More generally, Stalin’s policy, until the moment when the Communists succeeded in gaining power throughout the whole of China, was to urge caution on the Chinese party, for he had welcomed the part played by Chiang Kai-shek’s army in the war against Japan and saw him as a counterweight to British imperialism. Chiang had the additional advantage, in Stalin’s eyes, of uneasy relations with his American allies. During the war Stalin wanted the Chinese Communists to maintain their alliance with the Kuomintang and to concentrate more on fighting the Japanese. Both then and in the civil war which followed, Mao and the Chinese Communists pressed ahead regardless with their domestic political agenda of supplanting the Nationalists entirely. Victory came quicker than even they expected. Stalin, looking ahead to an eventual Chinese Communist victory, in April 1948 urged Mao to be cautious also in the early period of Communist rule. Having in mind the East European example – of genuine coalition giving way to pseudo-coalition, and, in due course, to Communist monopoly of power – Stalin emphasized the need for a broad-based government after eventual victory in the civil war. He wrote to Mao: ‘It should be kept in mind that after the victory of the people’s liberation armies of China – at least, in a post-victory period for which the duration is difficult to define now – the Chinese government, in terms of its policy, will be a national revolutionary-democratic government, rather than a Communist one.’25 That, he continued, would mean a necessary delay in nationalization and confiscation of properties from large, middle and small landowners. In the meantime the Chinese Communists pressed on with the military struggle, and in February 1949 they took Beijing. In October of that year they gained control of the last major city in the south, Guangzhou. Chiang Kai-shek appealed to the United States for more aid, but to no avail. He had little option but to leave with what remained of his government and army for the island of Taiwan.26
The Soviet Model and Communist China
Though prepared to acknowledge the pre-eminence of the Soviet Union as the world’s first ‘socialist state’, which he combined with prudent respect for the authority of Stalin, Mao regarded himself, not without reason, as a better judge of conditions on the ground in China.

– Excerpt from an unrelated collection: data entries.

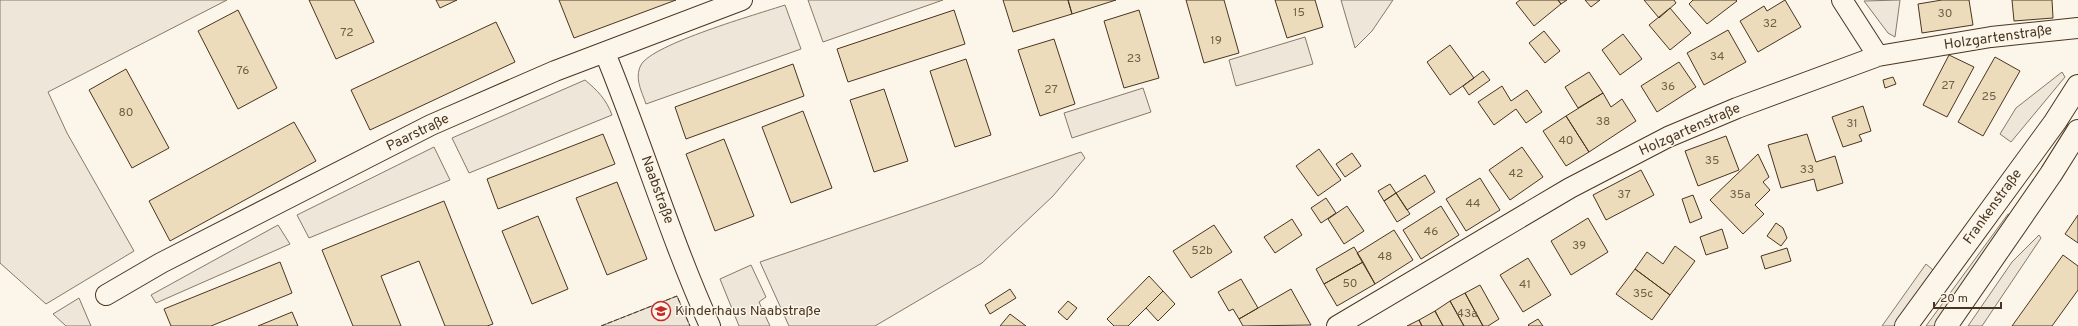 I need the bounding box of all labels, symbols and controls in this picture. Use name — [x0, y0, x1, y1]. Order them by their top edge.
house number: 15 — [1293, 5, 1305, 21]
house number: 30 — [1938, 6, 1952, 22]
house number: 32 — [1763, 16, 1777, 32]
street label: Holzgartenstraße — [1943, 22, 2053, 54]
house number: 72 — [340, 25, 354, 41]
house number: 19 — [1210, 33, 1222, 49]
house number: 34 — [1710, 49, 1724, 65]
house number: 23 — [1127, 51, 1141, 67]
house number: 76 — [237, 63, 249, 79]
house number: 27 — [1941, 78, 1955, 94]
house number: 36 — [1661, 79, 1675, 95]
house number: 27 — [1044, 82, 1058, 98]
house number: 25 — [1982, 89, 1996, 105]
street label: Holzgartenstraße — [1637, 100, 1743, 160]
house number: 80 — [119, 105, 133, 121]
street label: Paarstraße — [384, 111, 452, 155]
house number: 38 — [1596, 114, 1610, 130]
house number: 31 — [1846, 116, 1858, 132]
house number: 40 — [1558, 133, 1574, 149]
house number: 35 — [1705, 153, 1719, 169]
street label: Naabstraße — [637, 154, 677, 226]
house number: 33 — [1800, 162, 1814, 178]
house number: 42 — [1509, 166, 1523, 182]
street label: Frankenstraße — [1960, 166, 2026, 248]
house number: 37 — [1617, 187, 1631, 203]
house number: 35a — [1730, 187, 1751, 203]
house number: 44 — [1466, 196, 1480, 212]
house number: 46 — [1424, 224, 1438, 240]
house number: 39 — [1572, 238, 1586, 254]
house number: 52b — [1191, 243, 1213, 259]
house number: 48 — [1378, 249, 1392, 265]
house number: 50 — [1342, 276, 1358, 292]
house number: 41 — [1519, 277, 1531, 293]
scale bar — [1934, 284, 2001, 310]
house number: 35c — [1633, 286, 1653, 302]
text: 20 m — [1940, 291, 1968, 307]
school or university icon: Kinderhaus Naabstraße — [650, 300, 672, 322]
place label: Kinderhaus Naabstraße — [675, 303, 821, 320]
house number: 43a — [1456, 306, 1478, 322] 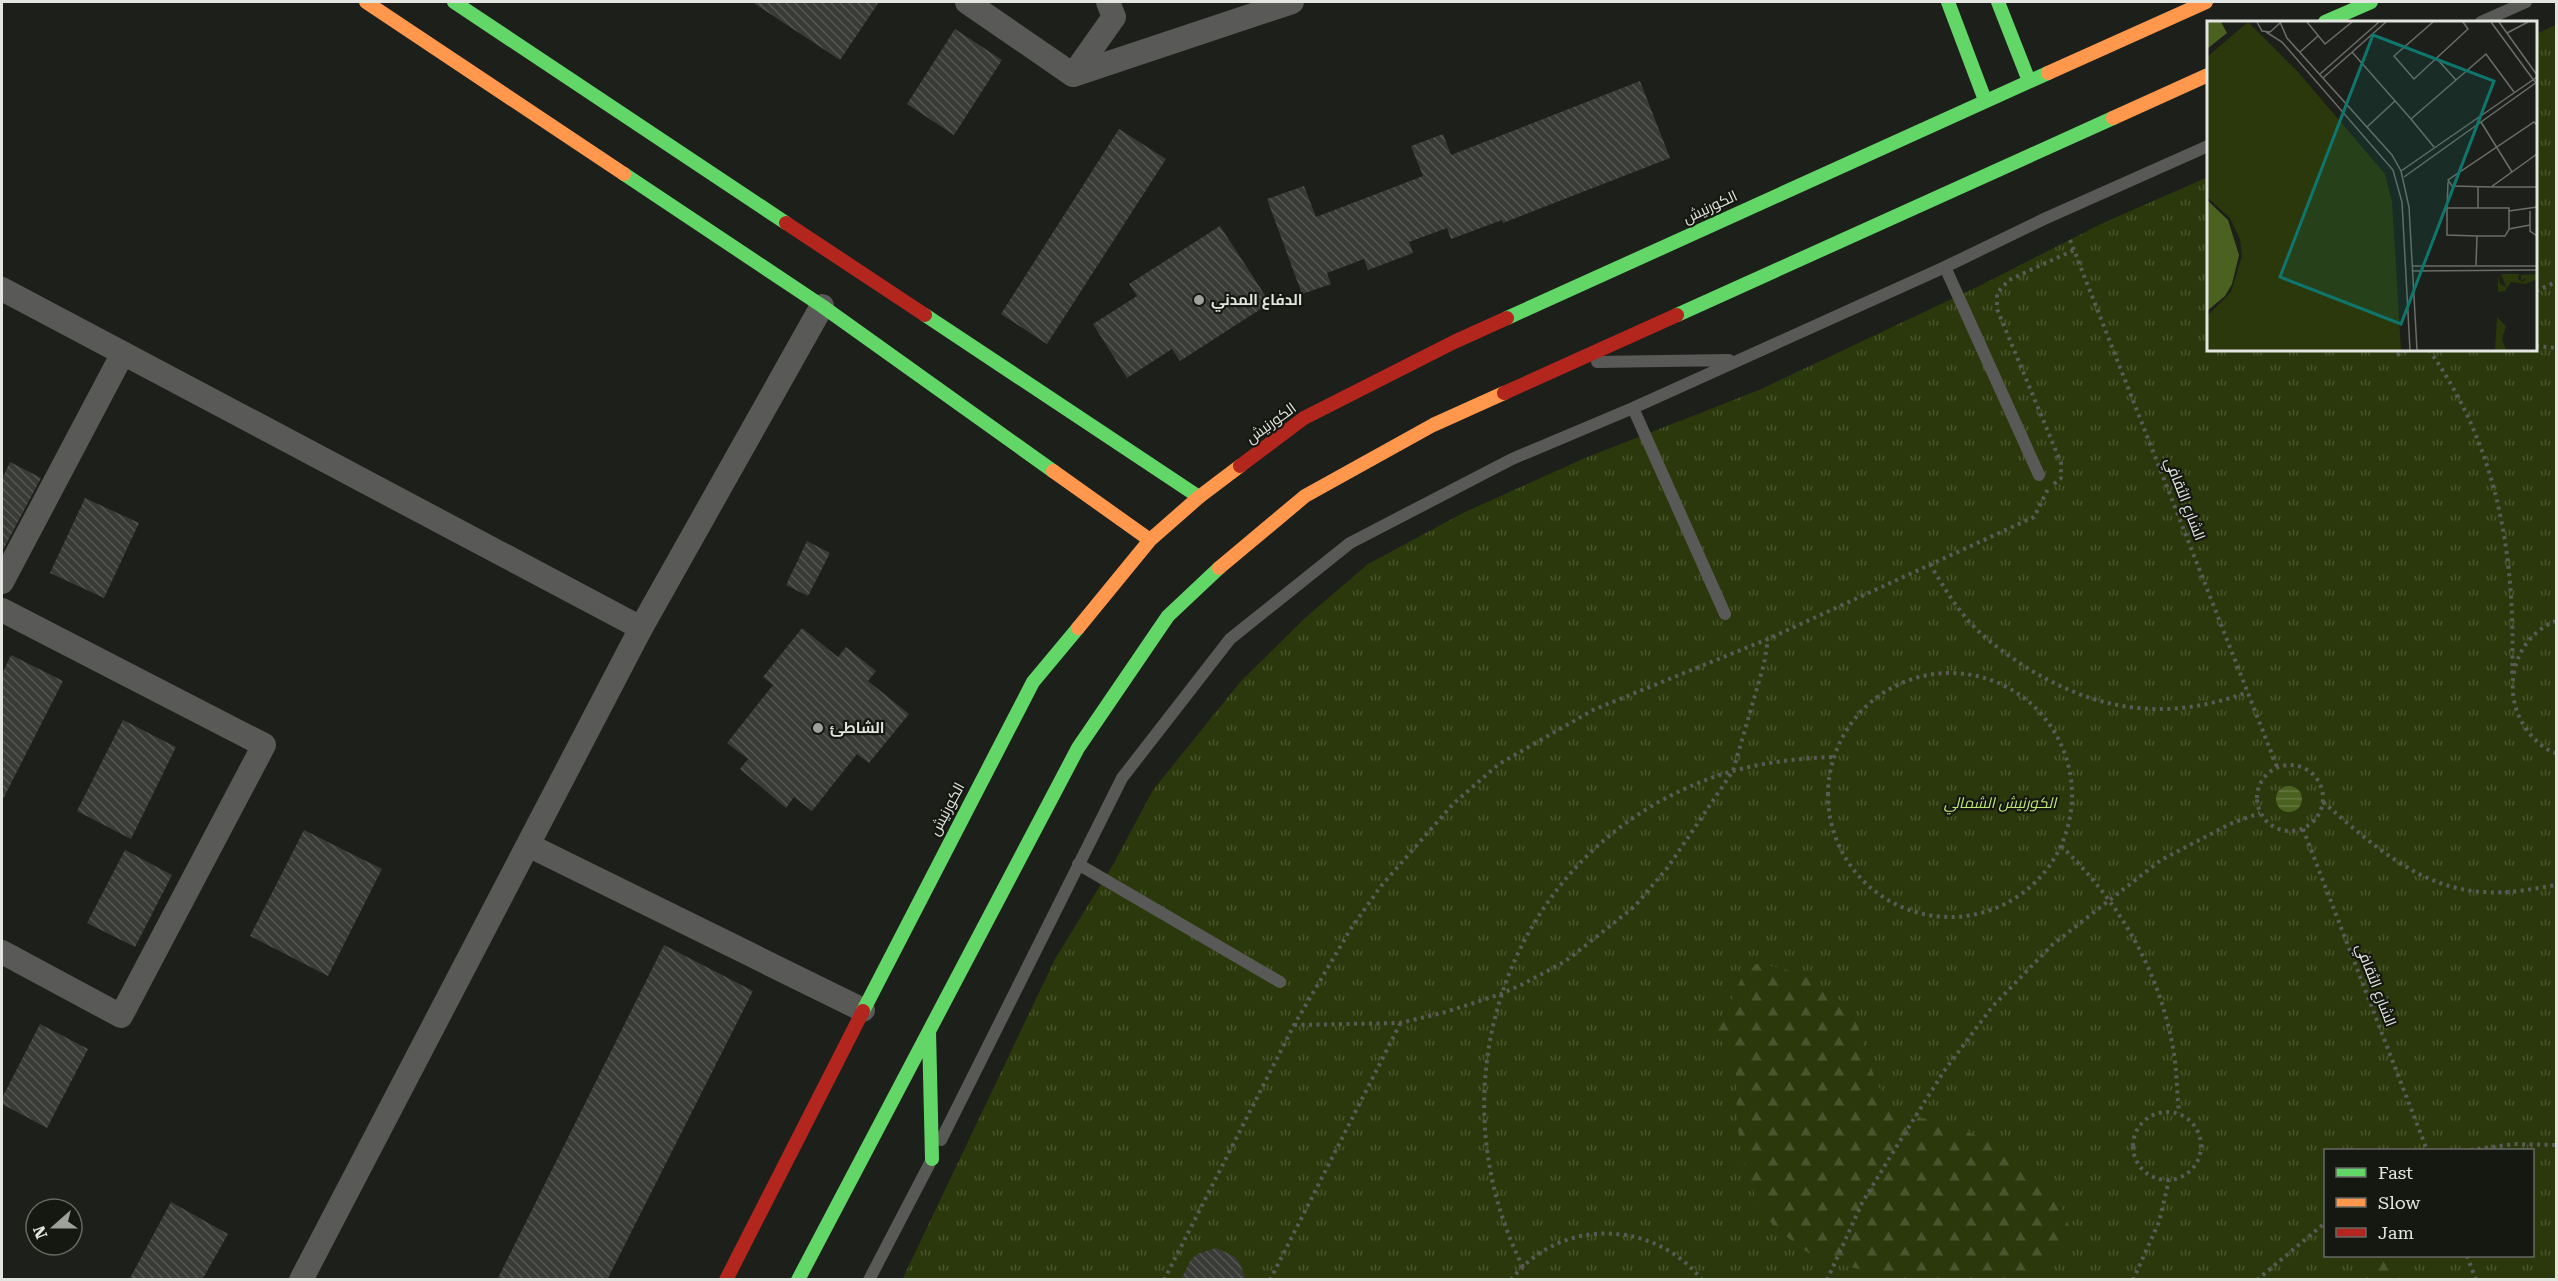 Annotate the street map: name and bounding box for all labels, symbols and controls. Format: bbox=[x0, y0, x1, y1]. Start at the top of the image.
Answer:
inset map bbox=[2207, 21, 2537, 351]
street label: الكورنيش bbox=[1680, 187, 1740, 228]
place label: الدفاع المدني bbox=[1211, 291, 1302, 312]
marker: الدفاع المدني bbox=[1192, 293, 1206, 307]
street label: الكورنيش bbox=[1242, 399, 1300, 448]
street label: الشارع الثقافي bbox=[2158, 455, 2209, 544]
place label: الشاطئ bbox=[830, 719, 885, 737]
marker: الشاطئ bbox=[811, 721, 825, 735]
street label: الكورنيش bbox=[925, 779, 969, 839]
park label: الكورنيش الشمالي bbox=[1944, 794, 2058, 815]
street label: الشارع الثقافي bbox=[2349, 941, 2400, 1030]
legend bbox=[2324, 1149, 2534, 1257]
text: Fast bbox=[2378, 1162, 2413, 1183]
text: Slow bbox=[2378, 1192, 2420, 1213]
north arrow bbox=[24, 1197, 84, 1257]
text: Jam bbox=[2378, 1222, 2414, 1243]
text: N bbox=[29, 1223, 52, 1241]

His disregard for Stalin’s advice from time to time did not at this stage cause any crisis in the relationship between Soviet and Chinese Communism because the outcomes of Mao’s policies were sufficiently positive from a Soviet point of view. The war in the Pacific had ended with the defeat of Japan – albeit thanks more to the Americans and to Chiang Kai-shek’s army than to Mao’s forces – and in 1949 the Communist Party did come to power throughout China. Mao moved somewhat faster than Stalin had recommended in 1948, but the extent to which the system constructed by the CCP was a copy of what existed in the USSR could not but be pleasing to the Soviet leader. Although some China scholars would argue that even in the early stages of Communist rule there were significant differences from, as well as similarities to, the Soviet system, a Russian historian convincingly contends that what was constructed in China was ‘the Soviet model of political, social and economic development’ and goes on to describe what were, indeed, fundamental features they had in common: ‘the undivided power of the strictly centralized and hierarchical Communist Party, the unbounded cult of the party leader, all-encompassing control over the political and intellectual life of citizens by the organs of public security, state seizure of private property, strictly centralized planning, priority given to the development of heavy industry, and huge resources devoted to national defence’.27
Mao had irritated Stalin from time to time by his unorthodox doctrine as well as by a number of his initiatives when Stalin was urging caution. But while Mao, for his part, undoubtedly had reservations about Stalin, he had taken care, even in the 1930s, to present himself to emissaries from the Soviet Union as the devoted pupil of the vozhd’ in the Kremlin. Thus, when a Soviet documentary film-maker, Roman Karmen, came to China in the spring of 1939 to make a film about him, Mao posed with a work by Stalin in his hands, studying it intently, and making sure that Stalin’s picture was clearly displayed to the camera. Karmen was able to report to Moscow on the warmth with which Mao spoke of Stalin.28 It was, however, as late as December 1949 when Mao met Stalin for the first time. The visit was timed for the celebration of Stalin’s seventieth birthday, which had the effect of overshadowing Mao’s arrival. The Chinese Communists had come to power just two and a half months earlier, and that event was welcomed in Moscow as evidence of the onward march of Communism – in a country, moreover, of great international significance. Yet if anyone were to judge by the Soviet press coverage, they would have been forced to conclude that of the two occurrences, the Communist Party’s accession to power in the world’s most populous state was a less momentous occasion for celebration than Stalin’s reaching his three score years and ten.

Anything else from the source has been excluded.